=== Section Start ===

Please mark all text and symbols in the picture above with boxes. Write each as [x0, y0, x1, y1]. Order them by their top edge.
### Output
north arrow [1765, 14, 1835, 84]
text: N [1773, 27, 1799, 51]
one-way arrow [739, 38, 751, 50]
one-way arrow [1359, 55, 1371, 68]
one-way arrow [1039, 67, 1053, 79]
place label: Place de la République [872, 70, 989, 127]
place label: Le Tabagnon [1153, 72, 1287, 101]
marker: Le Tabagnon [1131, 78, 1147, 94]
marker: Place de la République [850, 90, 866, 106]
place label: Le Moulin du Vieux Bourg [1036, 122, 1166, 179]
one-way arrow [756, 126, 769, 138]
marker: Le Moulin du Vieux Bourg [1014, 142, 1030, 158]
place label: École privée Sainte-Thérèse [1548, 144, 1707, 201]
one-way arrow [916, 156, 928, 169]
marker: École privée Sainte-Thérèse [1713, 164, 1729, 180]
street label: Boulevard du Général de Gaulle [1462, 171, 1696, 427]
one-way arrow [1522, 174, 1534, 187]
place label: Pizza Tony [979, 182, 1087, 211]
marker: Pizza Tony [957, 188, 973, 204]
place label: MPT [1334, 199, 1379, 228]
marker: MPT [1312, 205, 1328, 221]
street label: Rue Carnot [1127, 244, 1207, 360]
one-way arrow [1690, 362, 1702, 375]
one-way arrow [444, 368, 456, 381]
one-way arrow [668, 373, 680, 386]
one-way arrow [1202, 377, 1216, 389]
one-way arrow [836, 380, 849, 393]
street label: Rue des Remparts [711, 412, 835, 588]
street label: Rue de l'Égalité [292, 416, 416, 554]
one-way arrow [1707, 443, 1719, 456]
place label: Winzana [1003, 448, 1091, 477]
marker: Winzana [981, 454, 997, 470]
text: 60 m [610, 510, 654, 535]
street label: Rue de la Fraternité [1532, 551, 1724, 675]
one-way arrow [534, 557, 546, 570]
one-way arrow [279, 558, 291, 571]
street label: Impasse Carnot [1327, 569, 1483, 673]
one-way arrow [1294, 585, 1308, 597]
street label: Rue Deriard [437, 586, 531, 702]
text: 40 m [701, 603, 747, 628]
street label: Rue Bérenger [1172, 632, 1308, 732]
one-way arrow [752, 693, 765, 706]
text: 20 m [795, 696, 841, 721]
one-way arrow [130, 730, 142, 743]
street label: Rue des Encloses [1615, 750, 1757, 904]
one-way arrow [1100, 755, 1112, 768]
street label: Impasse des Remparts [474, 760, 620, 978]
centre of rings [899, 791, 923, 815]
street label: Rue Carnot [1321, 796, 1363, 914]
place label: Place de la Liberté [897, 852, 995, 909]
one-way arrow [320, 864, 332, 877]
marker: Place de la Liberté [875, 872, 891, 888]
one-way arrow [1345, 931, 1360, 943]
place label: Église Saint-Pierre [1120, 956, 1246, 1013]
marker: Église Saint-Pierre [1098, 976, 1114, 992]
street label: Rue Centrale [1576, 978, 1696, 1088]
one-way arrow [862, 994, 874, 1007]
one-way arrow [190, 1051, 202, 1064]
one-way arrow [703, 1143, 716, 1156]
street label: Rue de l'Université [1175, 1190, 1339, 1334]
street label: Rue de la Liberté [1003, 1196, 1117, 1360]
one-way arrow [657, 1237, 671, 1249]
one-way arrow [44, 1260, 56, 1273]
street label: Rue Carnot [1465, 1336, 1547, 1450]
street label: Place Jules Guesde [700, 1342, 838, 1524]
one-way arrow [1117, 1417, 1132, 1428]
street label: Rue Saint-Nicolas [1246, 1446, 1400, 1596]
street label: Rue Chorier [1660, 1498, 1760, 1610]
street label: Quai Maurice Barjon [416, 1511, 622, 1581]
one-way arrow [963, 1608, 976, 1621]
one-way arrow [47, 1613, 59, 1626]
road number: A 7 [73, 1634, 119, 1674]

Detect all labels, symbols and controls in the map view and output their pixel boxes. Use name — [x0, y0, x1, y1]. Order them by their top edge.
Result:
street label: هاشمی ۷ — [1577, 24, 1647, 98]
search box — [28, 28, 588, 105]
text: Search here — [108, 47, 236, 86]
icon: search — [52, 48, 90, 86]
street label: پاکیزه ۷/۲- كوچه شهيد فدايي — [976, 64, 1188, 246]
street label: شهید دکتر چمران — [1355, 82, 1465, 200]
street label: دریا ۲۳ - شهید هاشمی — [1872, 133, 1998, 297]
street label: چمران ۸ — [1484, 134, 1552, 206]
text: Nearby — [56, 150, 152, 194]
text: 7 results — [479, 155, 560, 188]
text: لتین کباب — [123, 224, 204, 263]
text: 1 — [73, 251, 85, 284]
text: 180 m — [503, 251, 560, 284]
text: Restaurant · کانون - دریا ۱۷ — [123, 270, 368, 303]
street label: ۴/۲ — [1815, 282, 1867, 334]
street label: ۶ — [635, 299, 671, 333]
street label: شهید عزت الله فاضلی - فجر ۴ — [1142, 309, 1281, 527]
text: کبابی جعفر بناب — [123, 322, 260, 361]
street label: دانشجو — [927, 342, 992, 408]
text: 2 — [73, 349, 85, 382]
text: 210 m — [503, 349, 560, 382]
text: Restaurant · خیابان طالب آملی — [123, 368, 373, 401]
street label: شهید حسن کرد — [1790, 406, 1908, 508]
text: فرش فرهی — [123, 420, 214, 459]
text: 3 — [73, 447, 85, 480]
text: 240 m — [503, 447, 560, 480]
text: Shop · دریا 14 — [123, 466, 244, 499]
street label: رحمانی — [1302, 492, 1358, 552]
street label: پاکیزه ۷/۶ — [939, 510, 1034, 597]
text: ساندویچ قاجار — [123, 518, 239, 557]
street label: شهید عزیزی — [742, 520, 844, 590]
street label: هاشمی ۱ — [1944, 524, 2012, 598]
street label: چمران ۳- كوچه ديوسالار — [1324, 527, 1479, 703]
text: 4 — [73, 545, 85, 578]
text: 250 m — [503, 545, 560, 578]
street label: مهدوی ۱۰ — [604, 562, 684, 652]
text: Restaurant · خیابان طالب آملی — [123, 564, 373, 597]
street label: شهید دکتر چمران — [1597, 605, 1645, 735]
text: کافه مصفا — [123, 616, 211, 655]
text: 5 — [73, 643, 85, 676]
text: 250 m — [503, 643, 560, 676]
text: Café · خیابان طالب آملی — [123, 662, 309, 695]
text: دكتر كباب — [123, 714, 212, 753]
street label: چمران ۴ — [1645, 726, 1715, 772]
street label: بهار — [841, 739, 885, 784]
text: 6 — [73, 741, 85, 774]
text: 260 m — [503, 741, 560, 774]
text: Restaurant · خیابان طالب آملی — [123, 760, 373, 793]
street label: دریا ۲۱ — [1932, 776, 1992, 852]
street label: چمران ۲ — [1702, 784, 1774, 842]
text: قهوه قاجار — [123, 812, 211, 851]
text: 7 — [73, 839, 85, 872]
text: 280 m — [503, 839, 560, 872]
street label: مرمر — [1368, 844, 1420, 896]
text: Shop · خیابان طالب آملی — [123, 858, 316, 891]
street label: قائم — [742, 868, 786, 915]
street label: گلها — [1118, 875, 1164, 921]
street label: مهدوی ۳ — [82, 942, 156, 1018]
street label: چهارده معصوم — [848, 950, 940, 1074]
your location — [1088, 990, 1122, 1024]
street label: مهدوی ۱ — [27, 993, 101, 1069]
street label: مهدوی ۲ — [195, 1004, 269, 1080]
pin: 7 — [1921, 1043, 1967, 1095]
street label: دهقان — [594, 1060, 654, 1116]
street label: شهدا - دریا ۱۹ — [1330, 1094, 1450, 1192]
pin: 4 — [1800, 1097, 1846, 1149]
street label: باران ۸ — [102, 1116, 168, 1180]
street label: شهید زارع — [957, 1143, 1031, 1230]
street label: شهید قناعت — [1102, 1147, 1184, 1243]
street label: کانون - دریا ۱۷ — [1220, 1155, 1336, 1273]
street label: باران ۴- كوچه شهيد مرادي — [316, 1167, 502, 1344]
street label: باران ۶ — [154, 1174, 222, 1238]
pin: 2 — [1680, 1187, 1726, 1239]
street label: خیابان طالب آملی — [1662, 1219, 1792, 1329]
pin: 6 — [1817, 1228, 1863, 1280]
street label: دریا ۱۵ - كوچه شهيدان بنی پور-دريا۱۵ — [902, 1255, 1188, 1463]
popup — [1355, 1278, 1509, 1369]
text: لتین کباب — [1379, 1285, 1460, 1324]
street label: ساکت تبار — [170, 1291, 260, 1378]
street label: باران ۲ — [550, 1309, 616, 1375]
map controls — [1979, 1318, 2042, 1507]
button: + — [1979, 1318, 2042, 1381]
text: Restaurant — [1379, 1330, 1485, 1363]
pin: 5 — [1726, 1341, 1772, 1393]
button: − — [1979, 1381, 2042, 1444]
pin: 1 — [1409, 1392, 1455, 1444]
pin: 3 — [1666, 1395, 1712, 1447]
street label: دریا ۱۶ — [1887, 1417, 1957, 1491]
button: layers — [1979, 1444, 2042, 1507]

=== Section End ===

*Task statement:*
Answer with one number: how many lines in the listing hold "their".

*Solution for this exercise:*
2